Turbocríticas de los Premios Goya 2026

Turbocríticas de los Premios Goya 2026
Prácticamente sobre la campana, procedo con las turbocríticas de los títulos nominados a “mejor película” en los Premios Goya.
“Los domingos” tiene 13 nominaciones, lo que en idioma cinéfilo antes significaba ‘peliculón’, pero ya no (“Sinners” es una prueba tan grande como el Monte Ararat), ahora significa ‘por lo que sea’ y ese ‘lo que sea’ no lo pillo. Es una película interesante y magníficamente interpretada, pero que se queda en la indefinición también “por lo que sea”: yo al final no sé por qué la chica se mete a monja y la directora (y guionista) Alauda Ruiz de Azúa deja escapar un enfrentamiento a cuatro manos (entre el curita y el noviete, entre la tía de la chica y la superiora del convento) que hubiera sido épico. Y tampoco me acabé de enterar de por qué se llama “Los domingos”.
“Sirat” tiene 11 nominaciones y esta vez sí sé por qué. Es una magnífica película con estructura, personajes y paisajes de un western (es decir, una película ambiciosa, un extraño fruto en el cine español), hasta que Óliver Laxe, también “por lo que sea”, decide –literalmente- dinamitarla. En esencia, sales del cine cabreado y no por la fatalidad de la existencia.
“Maspalomas” tiene 9 nominaciones y es, de las tres que llevamos, la que más honestamente puede presumir de ese honor. Es una película modesta, directa, casi una fábula moral y existencial, con excelentes personajes y un reparto certero.

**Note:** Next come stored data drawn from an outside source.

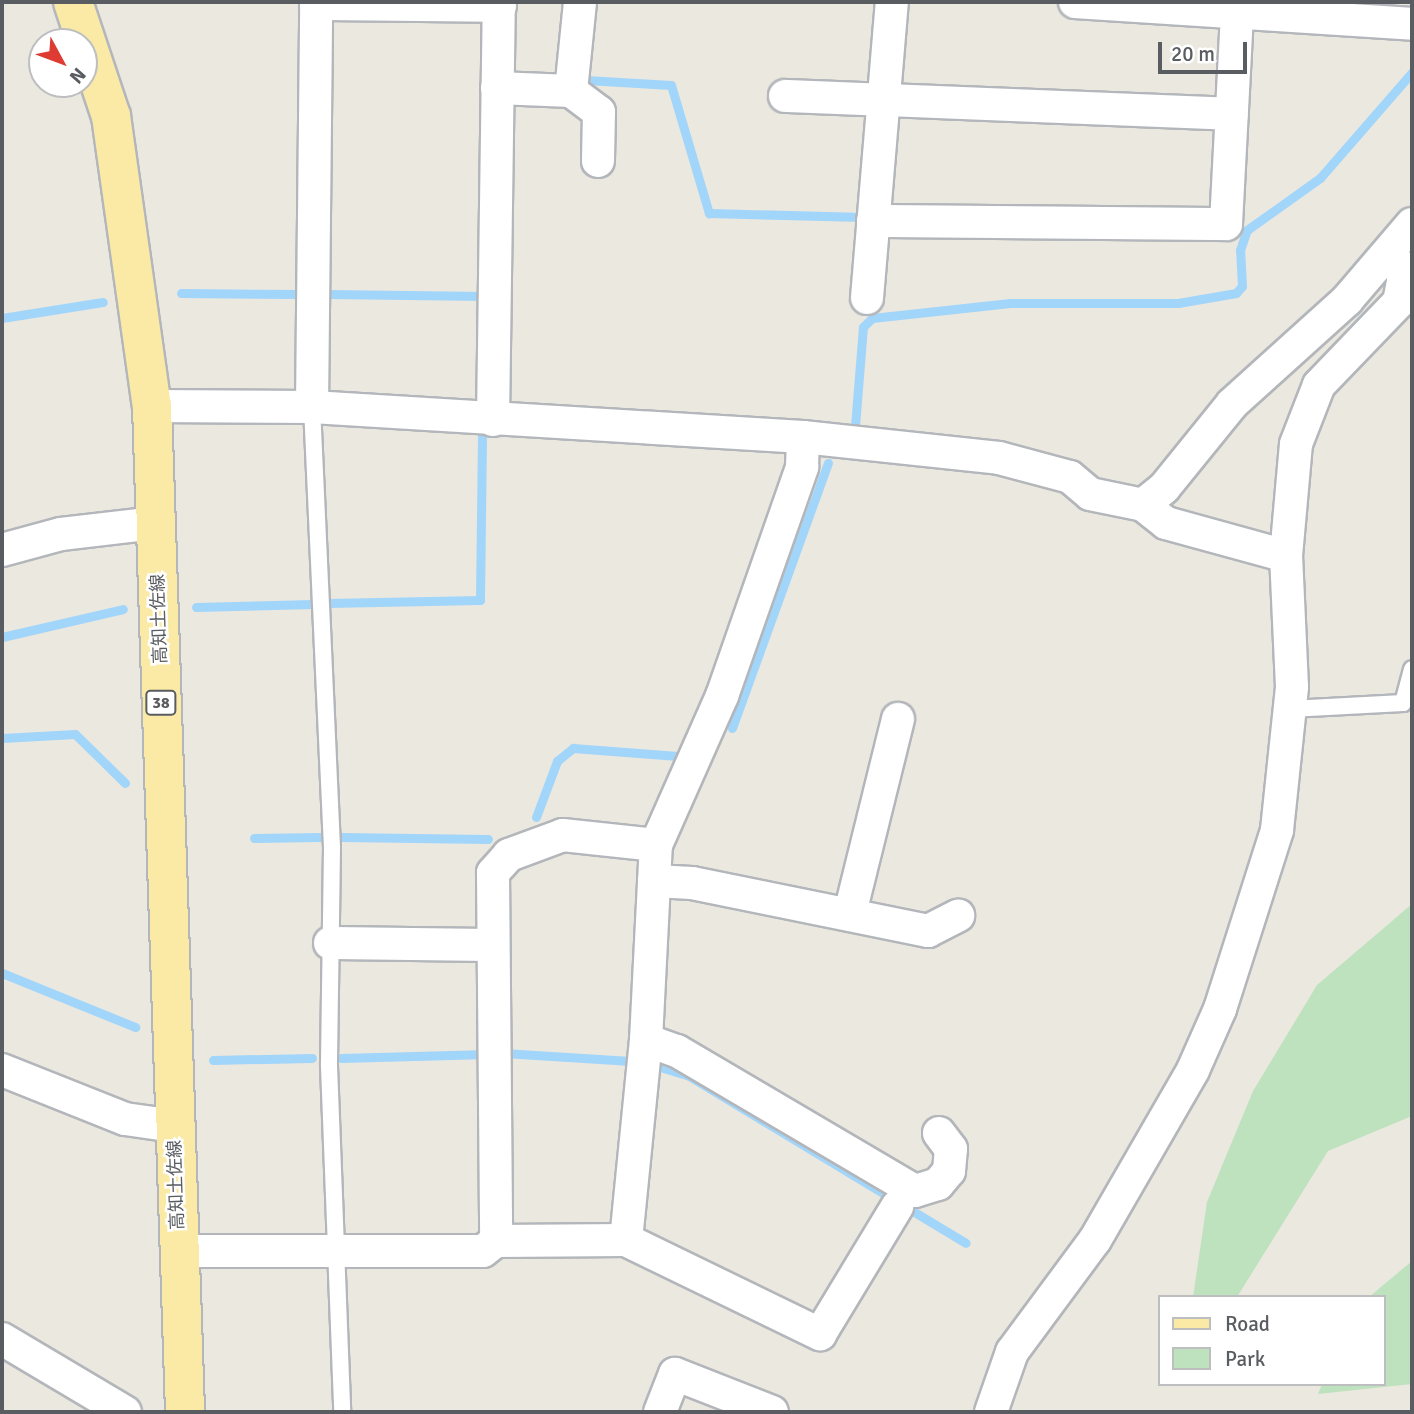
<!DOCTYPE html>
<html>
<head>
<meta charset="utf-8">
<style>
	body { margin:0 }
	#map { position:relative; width:1414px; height:1414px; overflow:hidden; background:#ebe8e0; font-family:Signika,"Noto Sans JP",sans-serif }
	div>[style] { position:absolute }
	.green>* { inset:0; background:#bee2bd }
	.stream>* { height:9px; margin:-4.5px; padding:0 4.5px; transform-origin:4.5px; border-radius:4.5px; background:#a2d5fa }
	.roads { filter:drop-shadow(2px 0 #b3b6ba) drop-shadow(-2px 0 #b3b6ba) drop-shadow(0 2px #b3b6ba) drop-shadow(0 -2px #b3b6ba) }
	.lane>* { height:16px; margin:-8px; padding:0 8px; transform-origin:8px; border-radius:8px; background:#fff }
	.street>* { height:32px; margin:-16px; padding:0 16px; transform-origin:16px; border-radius:16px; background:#fff }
	.primary>* { height:38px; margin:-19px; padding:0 19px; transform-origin:19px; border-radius:19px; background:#faeaa6 }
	span { translate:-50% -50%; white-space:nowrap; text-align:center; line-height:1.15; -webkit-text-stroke:5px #fff; paint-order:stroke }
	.shield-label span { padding:2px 5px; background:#fff; border:2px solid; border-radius:5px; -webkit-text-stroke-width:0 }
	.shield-label { font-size:16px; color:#595c60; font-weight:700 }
	.street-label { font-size:18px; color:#595c60 }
	.frame { position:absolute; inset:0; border:4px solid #595c60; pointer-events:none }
	.legend { position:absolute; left:1158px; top:1295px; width:228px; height:91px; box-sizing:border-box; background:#fff; border:2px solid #bdbebf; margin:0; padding:9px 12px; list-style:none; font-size:21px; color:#595c60 }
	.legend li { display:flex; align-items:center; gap:14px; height:35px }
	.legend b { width:35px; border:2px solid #bdbebf }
	.north { position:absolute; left:28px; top:28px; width:70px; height:70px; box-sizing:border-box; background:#fff; border:2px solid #bdbebf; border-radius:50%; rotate:131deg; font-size:19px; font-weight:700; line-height:28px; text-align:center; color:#595c60 }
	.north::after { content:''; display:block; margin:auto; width:24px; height:32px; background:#de3c33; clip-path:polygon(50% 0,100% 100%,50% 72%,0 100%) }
	.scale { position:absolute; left:1158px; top:42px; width:89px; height:32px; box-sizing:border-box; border:4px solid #595c60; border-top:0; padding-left:9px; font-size:21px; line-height:24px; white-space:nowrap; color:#595c60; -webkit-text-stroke:5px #fff; paint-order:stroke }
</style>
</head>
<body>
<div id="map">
	<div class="green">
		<div style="clip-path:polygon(1412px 904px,1412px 1116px,1328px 1151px,1237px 1297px,1193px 1297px,1207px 1202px,1253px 1091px,1317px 985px)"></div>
		<div style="clip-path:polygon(1412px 1261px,1412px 1384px,1318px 1394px,1322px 1384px,1384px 1384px,1384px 1297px,1369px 1297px)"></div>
	</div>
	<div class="stream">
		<div style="left:586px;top:80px;width:85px;rotate:3.4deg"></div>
		<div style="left:671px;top:85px;width:134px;rotate:73.5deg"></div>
		<div style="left:709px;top:213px;width:155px;rotate:1.5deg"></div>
		<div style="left:181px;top:293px;width:122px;rotate:0.5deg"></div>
		<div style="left:327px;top:294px;width:158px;rotate:0.7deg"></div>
		<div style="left:2px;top:318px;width:102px;rotate:-9deg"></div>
		<div style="left:855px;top:426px;width:99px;rotate:-85.4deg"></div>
		<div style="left:863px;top:327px;width:13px;rotate:-45deg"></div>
		<div style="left:872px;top:318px;width:139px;rotate:-6.2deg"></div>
		<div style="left:1010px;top:303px;width:168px"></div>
		<div style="left:1178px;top:303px;width:59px;rotate:-9.8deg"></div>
		<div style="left:1236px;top:293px;width:9px;rotate:-49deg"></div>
		<div style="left:1242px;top:286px;width:36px;rotate:-93deg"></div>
		<div style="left:1240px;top:250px;width:21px;rotate:-71deg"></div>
		<div style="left:1247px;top:230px;width:90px;rotate:-35.5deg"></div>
		<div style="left:1320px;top:178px;width:140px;rotate:-49deg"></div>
		<div style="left:328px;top:603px;width:152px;rotate:-1.1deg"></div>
		<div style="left:480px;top:600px;width:163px;rotate:-89.3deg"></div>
		<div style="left:196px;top:607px;width:117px;rotate:-1.5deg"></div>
		<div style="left:2px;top:637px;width:124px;rotate:-13deg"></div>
		<div style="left:732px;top:728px;width:282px;rotate:-70.1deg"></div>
		<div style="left:2px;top:738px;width:73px;rotate:-3.1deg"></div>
		<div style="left:75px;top:734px;width:70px;rotate:44.4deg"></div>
		<div style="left:536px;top:817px;width:60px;rotate:-69.4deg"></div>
		<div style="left:557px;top:761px;width:21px;rotate:-39deg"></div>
		<div style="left:573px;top:748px;width:105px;rotate:4.4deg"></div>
		<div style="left:341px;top:837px;width:147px;rotate:0.8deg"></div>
		<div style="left:254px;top:838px;width:67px;rotate:-0.9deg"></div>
		<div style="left:2px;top:973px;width:144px;rotate:22.1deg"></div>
		<div style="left:505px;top:1053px;width:126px;rotate:3.6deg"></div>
		<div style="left:341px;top:1058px;width:147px;rotate:-1.6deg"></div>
		<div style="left:213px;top:1060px;width:99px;rotate:-1.2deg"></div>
		<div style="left:660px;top:1067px;width:30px;rotate:17deg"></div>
		<div style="left:689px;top:1076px;width:323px;rotate:31.1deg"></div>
	</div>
	<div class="roads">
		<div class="lane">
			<div style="left:312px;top:407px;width:441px;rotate:87.4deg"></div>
			<div style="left:332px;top:848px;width:218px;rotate:90.8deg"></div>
			<div style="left:329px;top:1066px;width:346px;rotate:87.8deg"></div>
			<div style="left:1290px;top:709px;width:113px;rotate:-3deg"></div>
			<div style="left:1403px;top:703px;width:35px;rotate:-75deg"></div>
		</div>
		<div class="street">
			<div style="left:1075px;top:2px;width:338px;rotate:3.7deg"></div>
			<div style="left:497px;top:88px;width:74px;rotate:2.3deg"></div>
			<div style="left:571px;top:91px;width:35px;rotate:37deg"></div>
			<div style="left:599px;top:112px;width:49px;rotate:91.2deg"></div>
			<div style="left:571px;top:91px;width:89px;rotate:-84.2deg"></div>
			<div style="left:785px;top:96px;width:447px;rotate:2.3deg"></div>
			<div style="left:873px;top:221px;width:353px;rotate:0.5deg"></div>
			<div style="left:1226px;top:224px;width:210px;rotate:-87deg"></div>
			<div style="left:867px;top:298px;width:297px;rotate:-85.2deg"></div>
			<div style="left:152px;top:406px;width:160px;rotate:0.4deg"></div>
			<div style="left:312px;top:407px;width:492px;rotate:3.5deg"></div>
			<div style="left:803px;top:437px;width:197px;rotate:6.1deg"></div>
			<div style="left:999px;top:458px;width:73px;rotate:15deg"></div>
			<div style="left:1070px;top:477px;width:26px;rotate:40deg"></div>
			<div style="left:1090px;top:494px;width:54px;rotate:11.7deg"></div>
			<div style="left:1143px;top:505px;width:29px;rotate:38deg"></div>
			<div style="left:1166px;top:523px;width:124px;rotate:15.4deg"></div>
			<div style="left:312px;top:407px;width:403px;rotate:-89.4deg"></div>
			<div style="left:316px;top:4px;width:184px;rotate:0.6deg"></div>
			<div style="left:493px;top:420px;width:418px;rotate:-89.2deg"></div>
			<div style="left:1143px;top:505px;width:27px;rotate:-39deg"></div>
			<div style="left:1164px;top:488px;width:108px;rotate:-51deg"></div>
			<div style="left:1232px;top:404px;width:155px;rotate:-42.1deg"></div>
			<div style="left:1347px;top:300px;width:100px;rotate:-49.5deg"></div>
			<div style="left:2px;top:550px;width:61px;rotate:-15.2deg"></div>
			<div style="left:61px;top:534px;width:96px;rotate:-6.6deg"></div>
			<div style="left:656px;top:845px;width:94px;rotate:-173.9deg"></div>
			<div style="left:563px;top:835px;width:58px;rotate:159.7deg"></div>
			<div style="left:509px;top:855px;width:24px;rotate:132deg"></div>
			<div style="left:493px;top:873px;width:368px;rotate:89.5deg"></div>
			<div style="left:496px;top:1241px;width:130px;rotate:-0.4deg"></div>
			<div style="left:626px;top:1240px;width:216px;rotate:25.9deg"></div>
			<div style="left:820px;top:1334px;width:149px;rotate:-58.8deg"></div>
			<div style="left:654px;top:881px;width:38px;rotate:3deg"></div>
			<div style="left:692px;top:883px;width:241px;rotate:11.5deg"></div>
			<div style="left:928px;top:931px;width:34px;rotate:-27deg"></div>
			<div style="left:850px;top:913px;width:200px;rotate:-76.1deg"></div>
			<div style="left:330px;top:943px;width:163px;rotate:0.7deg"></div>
			<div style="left:646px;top:1040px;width:33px;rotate:20deg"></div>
			<div style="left:677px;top:1051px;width:276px;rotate:30.5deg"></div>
			<div style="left:915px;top:1191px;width:24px;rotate:-17deg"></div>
			<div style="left:938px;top:1184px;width:17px;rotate:-50deg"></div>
			<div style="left:949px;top:1171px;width:22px;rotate:-85deg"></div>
			<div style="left:951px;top:1149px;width:20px;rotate:-127deg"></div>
			<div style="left:2px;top:1070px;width:132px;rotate:21.7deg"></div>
			<div style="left:125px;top:1119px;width:49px;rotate:8.1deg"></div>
			<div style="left:626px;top:1240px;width:201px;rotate:-84.3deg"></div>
			<div style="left:646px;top:1040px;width:195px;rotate:-87.1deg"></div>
			<div style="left:656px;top:845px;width:163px;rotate:-66.1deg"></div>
			<div style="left:722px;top:696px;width:243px;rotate:-70.7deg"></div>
			<div style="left:802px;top:467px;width:30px;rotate:-88deg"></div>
			<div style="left:179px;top:1251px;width:304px"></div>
			<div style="left:483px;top:1251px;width:16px;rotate:-38deg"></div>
			<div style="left:2px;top:1339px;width:143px;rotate:30.7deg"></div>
			<div style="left:660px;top:1412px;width:41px;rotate:-68.5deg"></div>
			<div style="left:675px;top:1374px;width:104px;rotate:21.4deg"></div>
			<div style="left:991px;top:1412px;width:64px;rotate:-70.7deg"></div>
			<div style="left:1012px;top:1352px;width:139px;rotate:-53.5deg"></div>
			<div style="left:1095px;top:1240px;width:196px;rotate:-60deg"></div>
			<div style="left:1193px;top:1070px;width:67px;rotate:-66.1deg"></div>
			<div style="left:1220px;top:1009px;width:188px;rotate:-72.3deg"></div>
			<div style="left:1277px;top:830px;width:144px;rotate:-84deg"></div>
			<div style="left:1292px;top:687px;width:131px;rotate:-92.6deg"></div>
			<div style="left:1286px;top:556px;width:112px;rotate:-84.9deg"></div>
			<div style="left:1296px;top:444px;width:63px;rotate:-68.7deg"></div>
			<div style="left:1319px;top:385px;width:115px;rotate:-46.1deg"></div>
			<div style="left:1399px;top:302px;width:25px;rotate:-79deg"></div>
			<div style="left:1404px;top:277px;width:27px;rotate:-117deg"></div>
		</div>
		<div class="primary">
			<div style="left:73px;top:2px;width:120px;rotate:71.6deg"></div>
			<div style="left:111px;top:116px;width:293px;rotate:82deg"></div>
			<div style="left:152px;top:406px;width:1007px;rotate:88.12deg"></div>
		</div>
	</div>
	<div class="shield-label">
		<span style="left:161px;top:703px">38</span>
	</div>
	<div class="street-label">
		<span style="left:159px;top:619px;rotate:-92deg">高知土佐線</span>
		<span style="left:176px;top:1185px;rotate:-92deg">高知土佐線</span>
	</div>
	<div class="frame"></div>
	<ul class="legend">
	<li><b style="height:9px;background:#faeaa6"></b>Road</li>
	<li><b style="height:19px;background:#bee2bd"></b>Park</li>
	</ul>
	<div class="north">N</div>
	<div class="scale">20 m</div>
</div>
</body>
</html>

La única pega que le pongo es el pavoroso doblaje al español que han puesto a la banda sonora original en vasco.
“La cena” tiene 8 nominaciones, supone un notable salto en calidad en la filmografía de su director y es una comedia canónica con un funcionamiento preciso y efectivo, es decir, que te ríes. No en vano el original es una pieza teatral del maestro Alonso de Santos. La pareja protagonista, Mario Casas y Alberto San Juan, sostiene y enriquece una trama amena, divertida y sabiamente sorprendente. Alguna mejora en dirección artística hubiera resultado muy necesaria: no hace falta ser tan cutre.
Y, en último lugar, llega “Sorda” con 7 nominaciones y volvemos al reino de “por lo que sea”. Es una película pequeña y un drama casi íntimo y muy efectivo sobre la aceptación/normalización de la discapacidad y, por tanto, una propuesta didáctica (también moral, por supuesto), pero sus ambiciones social-pedagógicas no deben ser un plus a la hora de considerar su calidad artística. Hay otro puñado de títulos que podrían ocupar esta plaza en el palmarés principal del “Cabezón”.
¿Queréis algunos títulos? Tomad algunos títulos:
“Los Tortuga” tiene drama social, familiar y dos interpretaciones femeninas (madre e hija) de sobresaliente con bengalas. “Una quinta portuguesa” es una comedia suave y deliciosa con un Manolo Solo impecable y achuchable. Y, si queréis más Mario Casas, “Muy lejos” es un producto estupendo.
Acabo con dos títulos que para mí están en lo mejor del año, por encima o muy por encima de todos los nombrados hasta ahora.
“Enemigos” (David Valero) es un cuento urbano sobre el “bullying” que enseguida se sobrepone a sus intenciones pedagógicas para alcanzar merecidas dimensiones de drama simbólico y “por lo que sea” se ha quedado con 2 nominaciones.
Y, finalmente, “Romería”, para mi gusto, la mejor parte de la trilogía autobiográfica de Carla Simón, es una película de notable alto que absolutamente debería estar entre las cinco películas llamadas a ser reconocidas como la mejor de esta edición de Los Goya que, como siempre, tendrá una ceremonia insoportable que, como siempre, acabaré viendo entera.